First public meeting
of the British Muslim Society at Woking Mosque, December
In The Islamic Review for January 1915, pages
4 to 7, there is a report of the first public meeting of the British
Muslim Society. One notable point is that this meeting was addressed
by Prof. H. Mustafa Leon, who was in fact the same person
Quilliam. After leaving England in 1908, his departure bringing
his Liverpool Muslim centre to an end, he returned back to England
within a few years and used the name Professor H.M. Leon. We find
him participating in functions at the Woking Mosque and writing
in The Islamic Review.
Below we reproduce in text form the report of the meeting
of the British Muslim Society. It can also be read in the scanned
image of the January 1915 issue of The Islamic Review available
on this website.
THE BRITISH MUSLIM
PUBLIC MEETING IN THE
A large gathering assembled in the Mosque, Woking, on
Sunday, December 20, on the occasion on the first Public Meeting
of the British Muslim Society, a gathering which included many distinguished
people. The proceedings opened by the reading of a letter from Yehya-en-Nasr
Parkinson, F.G.S., M.B.A.S., the Hon. Vice-President of the Society,
who was unfortunately unable to be present. It is to be found upon
Then the Right Hon. Lord Headley, B.A., M.I.C.E.I., F.S.E.,
delivered the Presidential Address, which is printed in full elsewhere
in the Islamic Review. He was followed by our brother, Prof.

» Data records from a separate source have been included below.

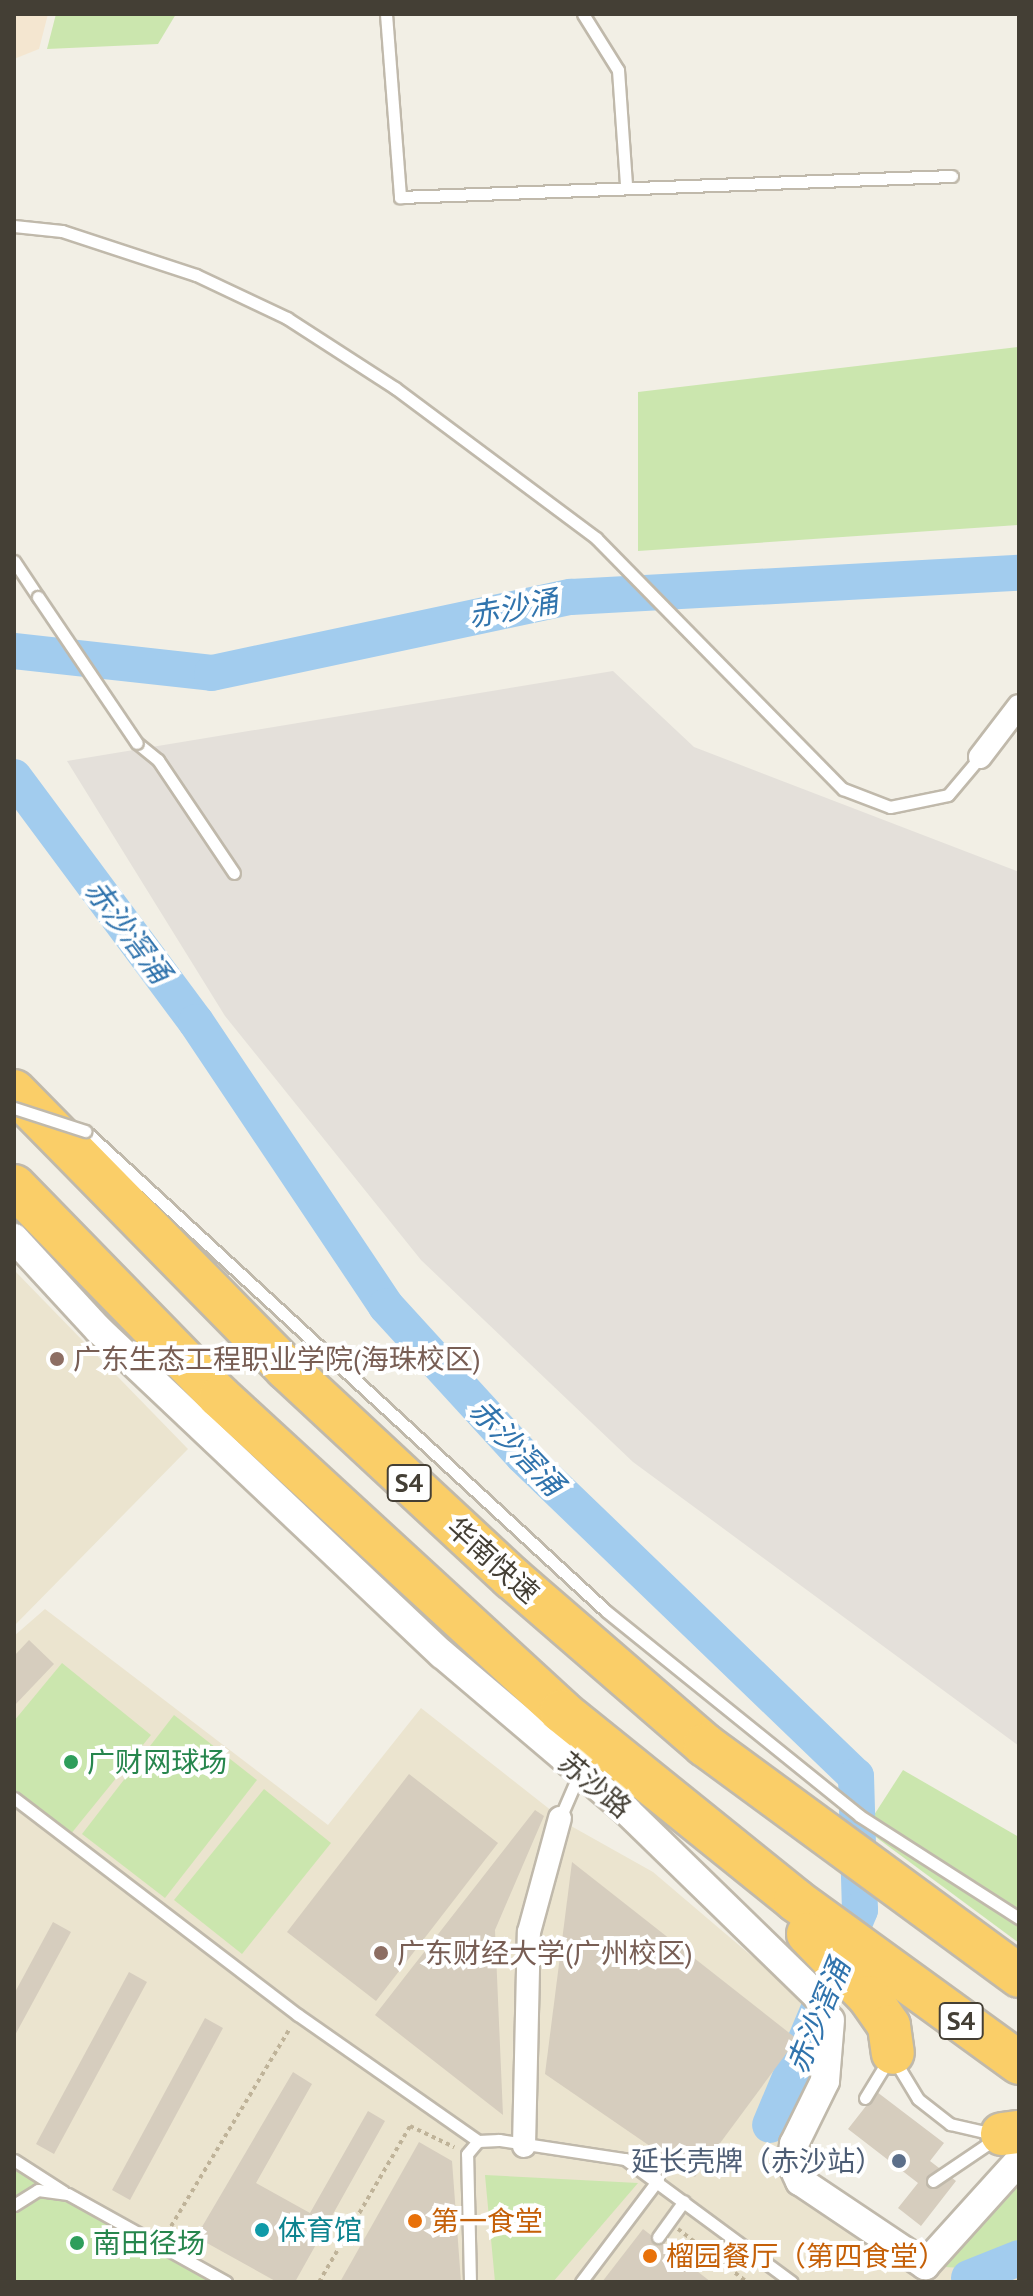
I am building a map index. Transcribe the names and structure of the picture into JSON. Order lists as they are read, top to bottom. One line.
{"streets":{"highway":["S4","华南快速"],"street":["苏沙路"]},"water":["赤沙涌","赤沙滘涌"],"places":["广东生态工程职业学院(海珠校区)","广财网球场","广东财经大学(广州校区)","延长壳牌（赤沙站）","第一食堂","体育馆","南田径场","榴园餐厅（第四食堂）"]}
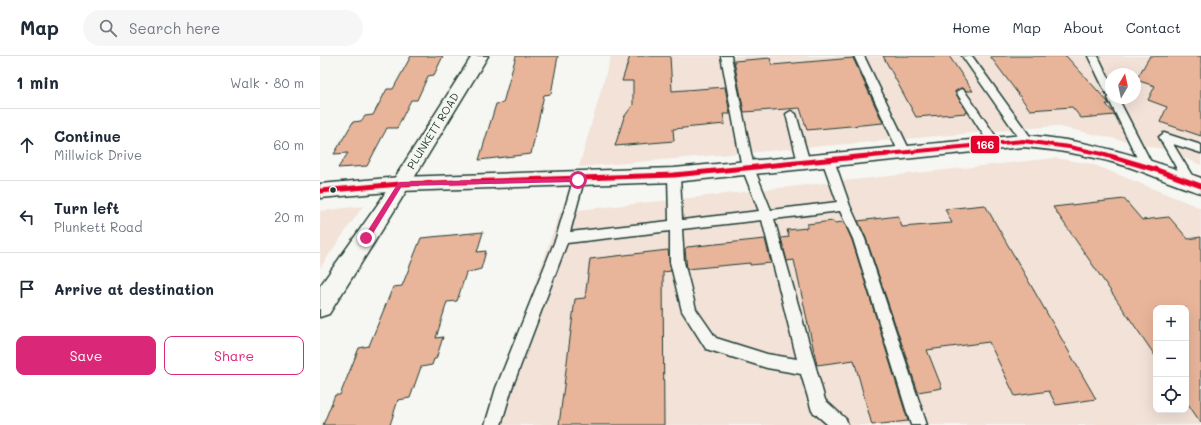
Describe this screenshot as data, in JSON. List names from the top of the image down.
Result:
{
  "streets": {
    "street": ["PLUNKETT ROAD"]
  },
  "lines": ["transit line 166"],
  "north": "top",
  "page": {
    "header": "Map",
    "search": "Search here",
    "nav": [
      "Home",
      "Map",
      "About",
      "Contact"
    ],
    "heading": ["1 min", "Walk · 80 m"],
    "list": [
      ["Continue", "Millwick Drive", "60 m"],
      ["Turn left", "Plunkett Road", "20 m"],
      "Arrive at destination"
    ],
    "map_buttons": ["+", "−"],
    "buttons": ["Save", "Share"]
  }
}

H. Mustafa Leon, Ph.D., LL.D., P.S.P., who spoke with intense feeling.
He pointed out that he had belonged to the Faith most excellent
for thirty-one years, and gave us an account of the meeting in Morocco
at the table of a Jew, a Muslim, and a Christian (as he was then),
where, in a friendly way, they commenced to investigate those points
upon which they agreed. One learned brother pointed out that all
consented to the belief in the One Supreme Ruler of the Universe,
the Provider of everything, and consented in the revelation made
to Adam for the guidance of mankind. Further, they all accepted
the Divine mission of Noah. The Professor showed that when the needs
of the time demanded a further revelation from Allah, He sent a
guide to teach mankind His will. Then Abraham came; and Muslim,
Jew and Christian still were in complete accord. Then the great
Law was revealed through the Prophet Moses, and each still agreed.
Thus far Muslim, Jew, and Christian were in complete harmony; but
then came the point of divergence. Yet another revelation was made
by Allah through the person of the Prophet Jesus; here the Jew could
not travel with the others, but still the Muslim and Christian were
in accord; each accepted the Injil, the Gospel of Jesus. Then the
Muslim said to Prof. Leon:
You think your creed superior to that of the
Jew because you have a later revelation, but Islam is superior
to your creed, for we have an imperishable revelation in the Holy
Quran given through our Blessed Prophet Muhammad (peace be ever
to his soul !).
The Professor pointed out that this is Islam; it is
the same creed, the same simple guidance given by Allah to man since
the commencement of time, and Islam confirms the earlier revelations,
and Muhammad brought everything to perfection, and he was the Seal
of the Prophets, as the Holy Quran is the final Word of Allah.
He recounted when a man came to our Holy Prophet and said that he
was an unlettered, an uneducated man, and he desired to know one
thing about Islam which he could follow, and he promised to try
his utmost to do so. Our Holy Prophet replied, Do no evil.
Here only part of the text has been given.